_Task statement:_
Search the material for "turn" and show all lines that contain it.
+++ Data in this exercise +++
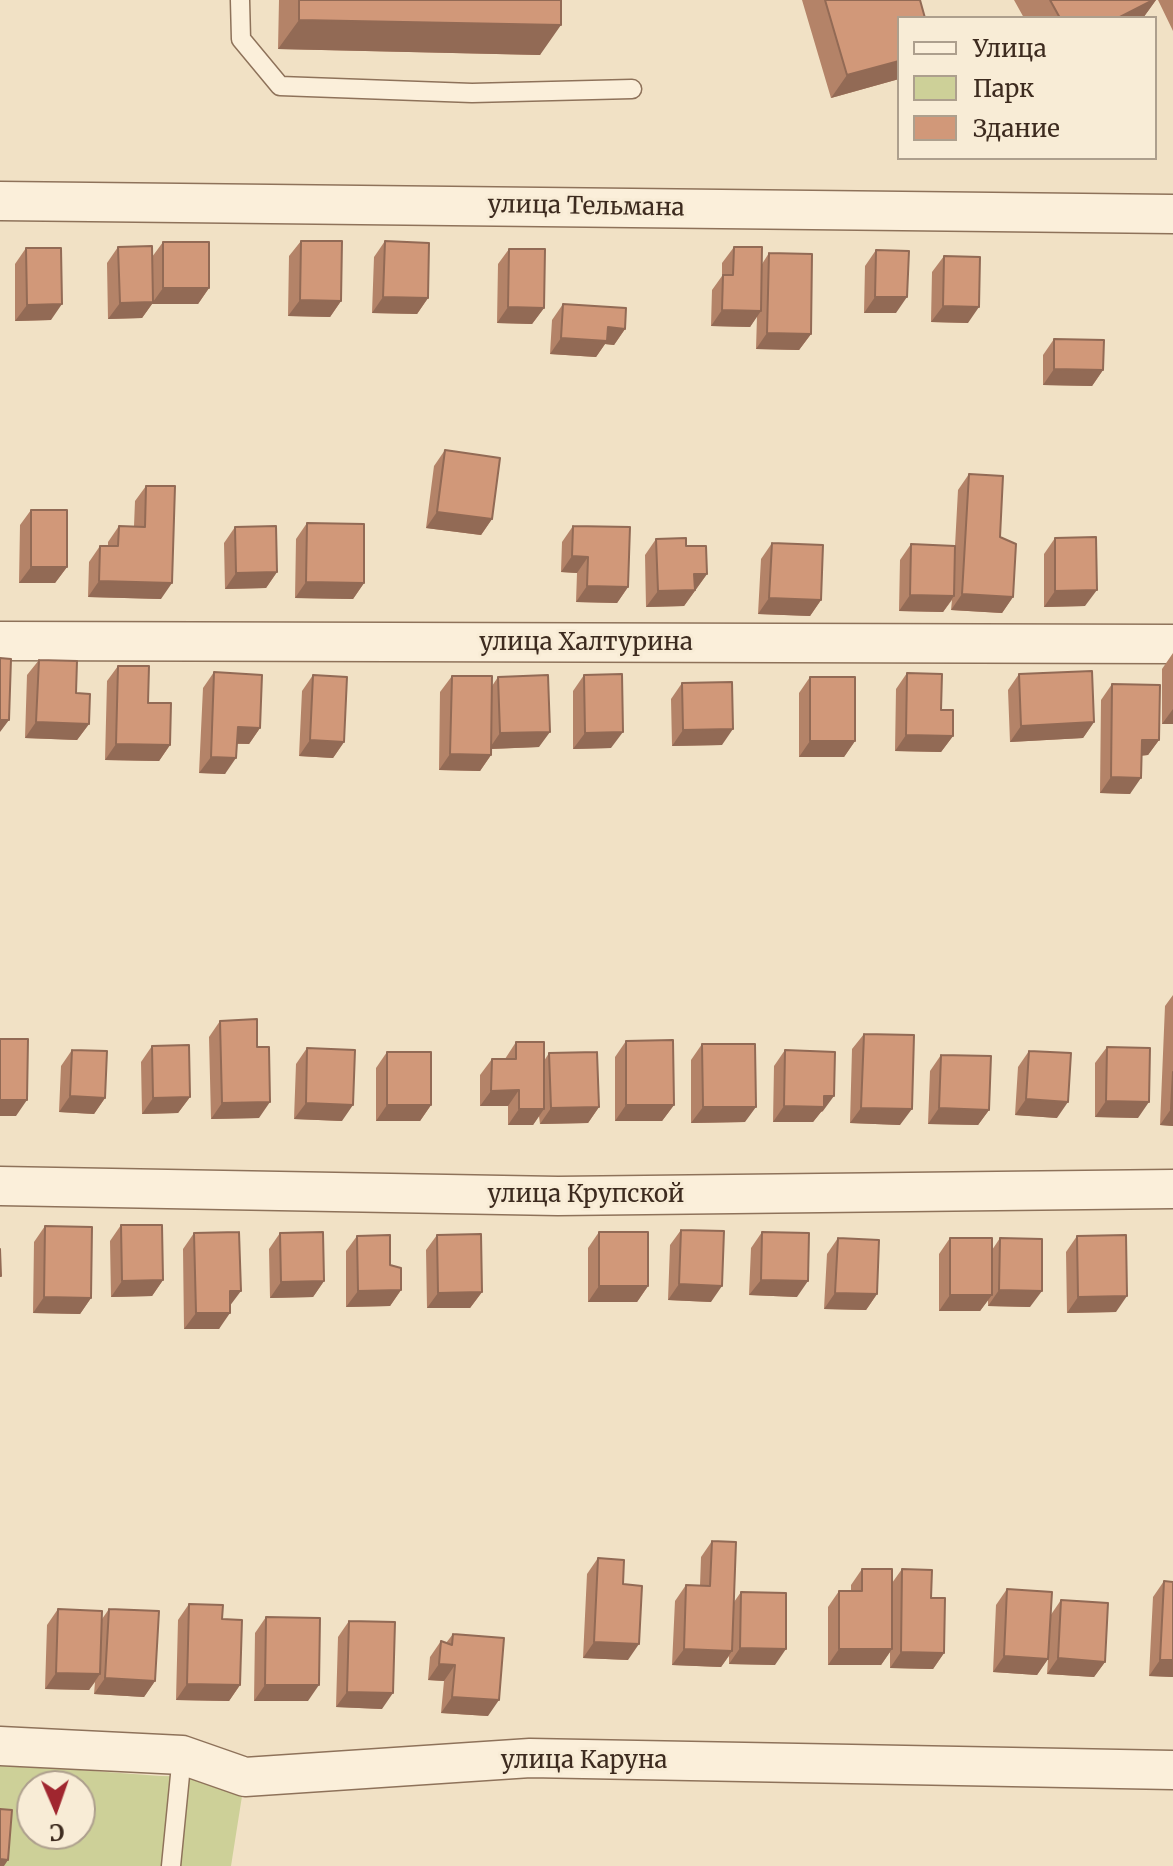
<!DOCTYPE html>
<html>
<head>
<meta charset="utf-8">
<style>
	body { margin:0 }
	#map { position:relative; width:1173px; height:1866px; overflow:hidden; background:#f1e1c5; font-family:Merriweather,serif }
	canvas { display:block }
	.legend { position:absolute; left:897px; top:16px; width:260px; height:144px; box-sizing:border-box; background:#f8ecd6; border:2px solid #ad9f8d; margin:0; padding:10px 14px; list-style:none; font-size:24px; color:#3d2b1f }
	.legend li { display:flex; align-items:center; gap:16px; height:40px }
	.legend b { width:40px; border:2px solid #ad9f8d }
	.north { position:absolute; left:16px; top:1770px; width:80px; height:80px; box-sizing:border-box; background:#f8ecd6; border:2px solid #ad9f8d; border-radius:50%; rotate:178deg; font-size:22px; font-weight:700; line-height:32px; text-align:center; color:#3d2b1f }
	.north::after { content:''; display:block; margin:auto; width:28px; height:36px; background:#a0262f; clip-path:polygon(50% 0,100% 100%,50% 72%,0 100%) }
</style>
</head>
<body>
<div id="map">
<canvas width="1173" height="1866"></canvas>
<ul class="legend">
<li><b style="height:10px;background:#fbefda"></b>Улица</li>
<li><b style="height:22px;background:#cdd098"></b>Парк</li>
<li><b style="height:22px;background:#d19879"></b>Здание</li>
</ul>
<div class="north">С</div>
</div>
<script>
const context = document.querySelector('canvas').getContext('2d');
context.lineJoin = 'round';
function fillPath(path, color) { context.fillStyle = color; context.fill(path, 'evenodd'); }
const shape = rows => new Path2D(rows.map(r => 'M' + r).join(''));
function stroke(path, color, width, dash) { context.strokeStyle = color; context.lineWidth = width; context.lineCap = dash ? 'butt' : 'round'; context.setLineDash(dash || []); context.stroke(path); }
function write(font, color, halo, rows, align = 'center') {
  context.font = font + ' Merriweather,serif'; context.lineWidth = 6; context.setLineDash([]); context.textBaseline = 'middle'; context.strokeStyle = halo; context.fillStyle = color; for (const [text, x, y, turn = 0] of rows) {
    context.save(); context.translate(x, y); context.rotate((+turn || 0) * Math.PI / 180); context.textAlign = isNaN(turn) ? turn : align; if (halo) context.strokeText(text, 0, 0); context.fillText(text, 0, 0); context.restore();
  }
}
const green = shape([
	[0,1764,160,1776,245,1777,231,1866,0,1866],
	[32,1786,80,1786,80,1834,32,1834]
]);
const service = shape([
	[240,0,241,39,280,86,472,93,632,89],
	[171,1866,182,1755]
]);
const minor = shape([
	[0,201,1173,214],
	[0,641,1173,644],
	[0,1186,558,1196,1173,1189],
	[0,1746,182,1755,245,1777,530,1758,1173,1770]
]);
const wall = shape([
	[279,0,561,0,540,55,278,49],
	[802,0,920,0,899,18,899,79,831,98],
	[1014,0,1156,0,1143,18,1024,18],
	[1158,0,1173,0,1173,31],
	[301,241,341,301,330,317,288,316,289,256],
	[385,241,428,298,417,314,372,313,374,257],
	[163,242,209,288,198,304,152,304,142,318,108,319,107,263,118,247,152,257],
	[734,247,762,264,769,253,811,334,799,350,756,349,757,316,750,327,711,326,712,290,722,276,722,263],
	[26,248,51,320,15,321,15,264],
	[509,249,544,308,532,324,497,323,498,264],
	[876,250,896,313,864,313,865,266],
	[944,256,968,323,931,322,932,272],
	[563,304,625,329,614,345,605,344,596,357,550,354,552,320],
	[1054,339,1103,370,1092,386,1043,385,1043,355],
	[445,450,492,519,481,535,426,528,434,466],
	[969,474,1000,537,1013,597,1002,613,951,610,952,600,943,612,899,611,900,560,911,544,955,546,958,490],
	[146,486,161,599,88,597,89,562,100,546,108,546,108,542,119,526,134,526,135,501],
	[31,510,67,567,55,583,19,583,20,525],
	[307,523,364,583,353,599,295,598,296,539],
	[573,526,628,587,617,603,576,602,577,573,561,572,562,542],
	[235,527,277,572,266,588,225,589,224,543],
	[1055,538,1085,606,1044,607,1044,554],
	[656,539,686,546,707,574,684,606,646,607,645,555],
	[772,543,821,600,810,616,758,614,761,559],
	[1173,653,1173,724,1162,724,1162,669],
	[39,660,76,693,89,724,77,740,25,738,27,675],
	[118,666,148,703,170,745,159,761,105,760,107,681],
	[214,672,260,728,249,744,237,744,225,774,199,773,203,688],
	[907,673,941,710,953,736,941,752,895,751,896,689],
	[1019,674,1094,722,1083,738,1010,742,1008,690],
	[313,675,344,742,333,758,299,756,302,691],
	[584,675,611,748,573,749,573,691],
	[452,676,492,686,498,677,539,747,491,749,491,755,480,771,439,770,440,692],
	[810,677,855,741,844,757,799,757,799,693],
	[682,683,722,745,672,746,671,699],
	[1112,684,1159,740,1148,755,1141,756,1130,794,1100,793,1101,700],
	[1173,995,1173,1126,1160,1125,1165,1006],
	[220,1021,259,1118,211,1119,209,1037],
	[864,1034,900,1125,850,1123,852,1049],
	[626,1041,674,1105,662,1121,615,1121,615,1057],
	[516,1042,544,1061,549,1053,599,1107,588,1123,540,1124,539,1116,533,1125,508,1125,508,1106,480,1106,480,1075,492,1059,505,1059],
	[702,1044,745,1122,691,1123,691,1060],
	[152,1046,190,1097,178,1113,142,1114,141,1062],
	[1107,1047,1138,1118,1095,1117,1095,1063],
	[307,1048,342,1121,294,1119,296,1064],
	[72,1050,105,1098,94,1114,59,1112,61,1066],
	[785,1050,823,1111,821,1112,813,1122,773,1122,774,1066],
	[1029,1051,1057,1118,1015,1115,1018,1067],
	[387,1052,431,1105,420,1121,376,1121,376,1068],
	[941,1055,989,1110,978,1125,928,1124,930,1071],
	[121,1225,163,1280,152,1296,111,1297,110,1241],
	[45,1226,91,1298,80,1314,33,1313,34,1242],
	[681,1230,711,1302,668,1300,670,1245],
	[599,1232,648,1286,637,1302,588,1302,588,1248],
	[762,1232,797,1297,749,1295,751,1248],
	[194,1233,230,1306,219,1329,184,1329,183,1249],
	[280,1233,324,1281,313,1297,270,1298,269,1249],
	[437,1235,482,1292,470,1308,427,1308,426,1250],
	[357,1236,390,1265,401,1290,390,1306,346,1307,346,1251],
	[1077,1236,1116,1312,1067,1313,1066,1252],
	[838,1238,877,1294,866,1310,824,1309,827,1254],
	[950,1238,992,1250,1000,1238,1030,1307,988,1306,988,1300,980,1311,939,1311,939,1254],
	[712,1541,734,1602,741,1592,775,1665,729,1664,729,1656,721,1667,672,1665,675,1601,686,1585,700,1586,701,1557],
	[598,1558,623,1584,628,1660,583,1658,587,1574],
	[862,1569,892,1583,902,1569,931,1598,944,1653,933,1669,890,1668,890,1652,881,1665,828,1665,828,1607,839,1591,851,1591,851,1585],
	[1164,1581,1173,1582,1173,1677,1149,1676,1153,1597],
	[1007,1589,1050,1616,1061,1600,1105,1662,1094,1677,1047,1674,1048,1659,1037,1675,993,1672,996,1605],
	[189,1604,222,1619,240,1685,229,1701,176,1700,178,1620],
	[58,1609,102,1619,109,1609,155,1681,144,1697,94,1694,95,1682,89,1690,45,1689,47,1625],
	[266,1617,308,1701,254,1701,255,1633],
	[349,1621,382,1709,336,1707,338,1637],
	[453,1634,488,1716,441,1713,444,1681,428,1680,430,1657,441,1641,446,1643]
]);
const shadedWall = shape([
	[1153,0,1156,0,1143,18,1118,18],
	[299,20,561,25,540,55,278,49],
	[899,61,899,79,831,98,847,75],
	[163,288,209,288,198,304,152,304,142,318,108,319,120,303,153,302],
	[383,297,428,298,417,314,372,313],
	[875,297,907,297,896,313,864,313],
	[300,300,341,301,330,317,288,316],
	[62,304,51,320,15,321,27,305],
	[943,306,979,307,968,323,931,322],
	[508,307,544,308,532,324,497,323],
	[722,310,761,311,750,327,711,326],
	[608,327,625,329,614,345,605,344,596,357,550,354,561,338],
	[767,333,811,334,799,350,756,349],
	[1054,369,1103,370,1092,386,1043,385],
	[437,512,492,519,481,535,426,528],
	[572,556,588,557,577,573,561,572],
	[31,567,67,567,55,583,19,583],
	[277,572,266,588,225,589,236,573],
	[694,574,707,574,684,606,646,607,658,591],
	[99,581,172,583,161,599,88,597],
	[306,582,364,583,353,599,295,598],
	[587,586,628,587,617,603,576,602],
	[1097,590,1085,606,1044,607,1055,591],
	[962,594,1013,597,1002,613,951,610],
	[910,595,954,596,943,612,899,611],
	[769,598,821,600,810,616,758,614],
	[1173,709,1173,724,1162,724],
	[0,720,9,720,0,732],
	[36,722,89,724,77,740,25,738],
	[1094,722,1083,738,1010,742,1021,726],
	[238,727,260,728,249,744,227,743],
	[733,729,722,745,672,746,683,730],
	[550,732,539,747,489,749,500,733],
	[623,732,611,748,573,749,585,733],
	[906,735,953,736,941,752,895,751],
	[310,740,344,742,333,758,299,756],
	[1142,740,1159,740,1148,755,1131,756],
	[810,741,855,741,844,757,799,757],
	[116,744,170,745,159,761,105,760],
	[450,754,491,755,480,771,439,770],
	[211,757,236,758,225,774,199,773],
	[1111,777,1141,778,1130,794,1100,793],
	[519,1090,508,1106,480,1106,491,1091],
	[70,1096,105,1098,94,1114,59,1112],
	[824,1096,834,1096,823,1111,821,1112,813,1122,773,1122,784,1106],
	[190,1097,178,1113,142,1114,153,1098],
	[1026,1099,1068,1102,1057,1118,1015,1115],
	[0,1100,27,1100,16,1116,0,1116],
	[1106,1101,1149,1102,1138,1118,1095,1117],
	[270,1102,259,1118,211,1119,222,1103],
	[306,1103,353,1105,342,1121,294,1119],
	[387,1105,431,1105,420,1121,376,1121],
	[626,1105,674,1105,662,1121,615,1121],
	[599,1107,588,1123,540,1124,551,1108],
	[703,1107,756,1107,745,1122,691,1123],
	[861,1108,912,1109,900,1125,850,1123],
	[939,1108,989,1110,978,1125,928,1124],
	[519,1109,544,1109,533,1125,508,1125],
	[1171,1109,1173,1109,1173,1126,1160,1125],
	[163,1280,152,1296,111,1297,122,1281],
	[761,1280,808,1281,797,1297,749,1295],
	[324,1281,313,1297,270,1298,281,1282],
	[679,1284,722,1286,711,1302,668,1300],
	[599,1286,648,1286,637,1302,588,1302],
	[401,1290,390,1306,346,1307,358,1291],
	[999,1290,1042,1291,1030,1307,988,1306],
	[230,1291,241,1291,229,1307],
	[482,1292,470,1308,427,1308,438,1293],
	[835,1293,877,1294,866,1310,824,1309],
	[950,1295,992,1295,980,1311,939,1311],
	[1127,1296,1116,1312,1067,1313,1078,1297],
	[44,1297,91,1298,80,1314,33,1313],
	[196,1313,230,1313,219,1329,184,1329],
	[594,1642,639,1644,628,1660,583,1658],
	[740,1648,786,1649,775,1665,729,1664],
	[684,1649,732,1651,721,1667,672,1665],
	[839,1649,892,1649,881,1665,828,1665],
	[901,1652,944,1653,933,1669,890,1668],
	[1004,1656,1048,1659,1037,1675,993,1672],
	[1058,1658,1105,1662,1094,1677,1047,1674],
	[1160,1660,1173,1660,1173,1677,1149,1676],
	[439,1664,455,1665,444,1681,428,1680],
	[56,1673,100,1674,89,1690,45,1689],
	[105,1678,155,1681,144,1697,94,1694],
	[187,1684,240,1685,229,1701,176,1700],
	[265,1685,319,1685,308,1701,254,1701],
	[347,1692,393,1693,382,1709,336,1707],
	[452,1697,499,1700,488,1716,441,1713],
	[0,1859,8,1860,4,1866,0,1866]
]);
const building = shape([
	[299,0,561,0,561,25,299,20,299,0],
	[825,0,920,0,925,18,899,18,899,61,847,75,825,0],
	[1050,0,1153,0,1118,18,1060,18,1050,0],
	[301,241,342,241,341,301,300,300,301,241],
	[385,241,429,243,428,298,383,297,385,241],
	[163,242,209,242,209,288,163,288,163,242],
	[152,246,153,302,120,303,118,247,152,246],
	[734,247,762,247,761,311,722,310,723,275,733,275,734,247],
	[26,248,61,248,62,304,27,305,26,248],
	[509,249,545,249,544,308,508,307,509,249],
	[876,250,909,251,907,297,875,297,876,250],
	[769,253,812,254,811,334,767,333,769,253],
	[944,256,980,257,979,307,943,306,944,256],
	[563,304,626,308,625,329,608,327,607,341,561,338,563,304],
	[1054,339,1104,340,1103,370,1054,369,1054,339],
	[445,450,500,458,492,519,437,512,445,450],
	[969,474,1003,476,1000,537,1016,544,1013,597,962,594,969,474],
	[146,486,175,486,172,583,99,581,100,546,118,546,119,526,145,527,146,486],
	[31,510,67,510,67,567,31,567,31,510],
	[307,523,364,524,364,583,306,582,307,523],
	[276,526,277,572,236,573,235,527,276,526],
	[573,526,630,527,628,587,587,586,588,557,572,556,573,526],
	[1096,537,1097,590,1055,591,1055,538,1096,537],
	[686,538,686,546,706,546,707,574,694,574,695,590,658,591,656,539,686,538],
	[772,543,823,545,821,600,769,598,772,543],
	[911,544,955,546,954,596,910,595,911,544],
	[0,658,11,659,9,720,0,720,0,658],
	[39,660,77,661,76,693,90,694,89,724,36,722,39,660],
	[118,666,149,666,148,703,171,703,170,745,116,744,118,666],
	[1092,671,1094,722,1021,726,1019,674,1092,671],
	[214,672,262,675,260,728,238,727,236,758,211,757,214,672],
	[907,673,942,674,941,710,953,710,953,736,906,735,907,673],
	[622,674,623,732,585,733,584,675,622,674],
	[313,675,347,677,344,742,310,740,313,675],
	[548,675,550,732,500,733,498,677,548,675],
	[452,676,492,676,491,755,450,754,452,676],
	[810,677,855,677,855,741,810,741,810,677],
	[732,682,733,729,683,730,682,683,732,682],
	[1112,684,1160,685,1159,740,1142,740,1141,778,1111,777,1112,684],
	[257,1019,257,1047,269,1047,270,1102,222,1103,220,1021,257,1019],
	[864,1034,914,1035,912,1109,861,1108,864,1034],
	[0,1039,28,1039,27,1100,0,1100,0,1039],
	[673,1040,674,1105,626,1105,626,1041,673,1040],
	[516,1042,544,1042,544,1109,519,1109,519,1090,491,1091,492,1059,516,1059,516,1042],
	[702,1044,755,1044,756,1107,703,1107,702,1044],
	[189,1045,190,1097,153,1098,152,1046,189,1045],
	[1107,1047,1150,1048,1149,1102,1106,1101,1107,1047],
	[307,1048,355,1050,353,1105,306,1103,307,1048],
	[72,1050,107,1051,105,1098,70,1096,72,1050],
	[785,1050,835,1052,834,1096,824,1096,824,1107,784,1106,785,1050],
	[1029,1051,1071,1053,1068,1102,1026,1099,1029,1051],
	[387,1052,431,1052,431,1105,387,1105,387,1052],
	[597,1052,599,1107,551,1108,549,1053,597,1052],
	[941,1055,991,1056,989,1110,939,1108,941,1055],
	[1173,1072,1173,1109,1171,1109,1173,1072],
	[121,1225,162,1225,163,1280,122,1281,121,1225],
	[45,1226,92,1227,91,1298,44,1297,45,1226],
	[681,1230,724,1231,722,1286,679,1284,681,1230],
	[239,1232,241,1291,230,1291,230,1313,196,1313,194,1233,239,1232],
	[323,1232,324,1281,281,1282,280,1233,323,1232],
	[599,1232,648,1232,648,1286,599,1286,599,1232],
	[762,1232,809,1233,808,1281,761,1280,762,1232],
	[481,1234,482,1292,438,1293,437,1235,481,1234],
	[390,1235,390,1265,401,1268,401,1290,358,1291,357,1236,390,1235],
	[1126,1235,1127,1296,1078,1297,1077,1236,1126,1235],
	[838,1238,879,1240,877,1294,835,1293,838,1238],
	[950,1238,992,1238,992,1295,950,1295,950,1238],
	[1000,1238,1042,1239,1042,1291,999,1290,1000,1238],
	[0,1249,1,1276,0,1276,0,1249],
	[712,1541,736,1542,732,1651,684,1649,686,1585,710,1586,712,1541],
	[598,1558,624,1560,623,1584,642,1586,639,1644,594,1642,598,1558],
	[862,1569,892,1569,892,1649,839,1649,839,1591,862,1591,862,1569],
	[902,1569,932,1570,931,1598,945,1598,944,1653,901,1652,902,1569],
	[1164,1581,1173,1582,1173,1660,1160,1660,1164,1581],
	[1007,1589,1052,1592,1048,1659,1004,1656,1007,1589],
	[741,1592,786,1593,786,1649,740,1648,741,1592],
	[1061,1600,1108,1603,1105,1662,1058,1658,1061,1600],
	[189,1604,223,1605,222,1619,242,1620,240,1685,187,1684,189,1604],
	[58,1609,102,1611,100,1674,56,1673,58,1609],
	[109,1609,159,1611,155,1681,105,1678,109,1609],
	[266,1617,320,1618,319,1685,265,1685,266,1617],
	[349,1621,395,1622,393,1693,347,1692,349,1621],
	[453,1634,504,1638,499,1700,452,1697,455,1665,439,1664,441,1641,452,1645,453,1634],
	[0,1809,12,1810,8,1860,0,1859,0,1809]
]);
const streetNames = [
	["улица Тельмана",586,207,1],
	["улица Халтурина",586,643],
	["улица Крупской",586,1195],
	["улица Каруна",584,1761]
];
fillPath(green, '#cdd098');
stroke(service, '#8e725a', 21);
stroke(minor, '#8e725a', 41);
stroke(service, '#fbefda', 18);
stroke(minor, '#fbefda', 38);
fillPath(wall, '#b48368');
fillPath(shadedWall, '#926a55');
fillPath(building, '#d19879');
stroke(building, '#926a55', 2);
write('24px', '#3d2b1f', '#f8ecd6', streetNames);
</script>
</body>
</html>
+++
_Expected answer:_
  context.font = font + ' Merriweather,serif'; context.lineWidth = 6; context.setLineDash([]); context.textBaseline = 'middle'; context.strokeStyle = halo; context.fillStyle = color; for (const [text, x, y, turn = 0] of rows) {
    context.save(); context.translate(x, y); context.rotate((+turn || 0) * Math.PI / 180); context.textAlign = isNaN(turn) ? turn : align; if (halo) context.strokeText(text, 0, 0); context.fillText(text, 0, 0); context.restore();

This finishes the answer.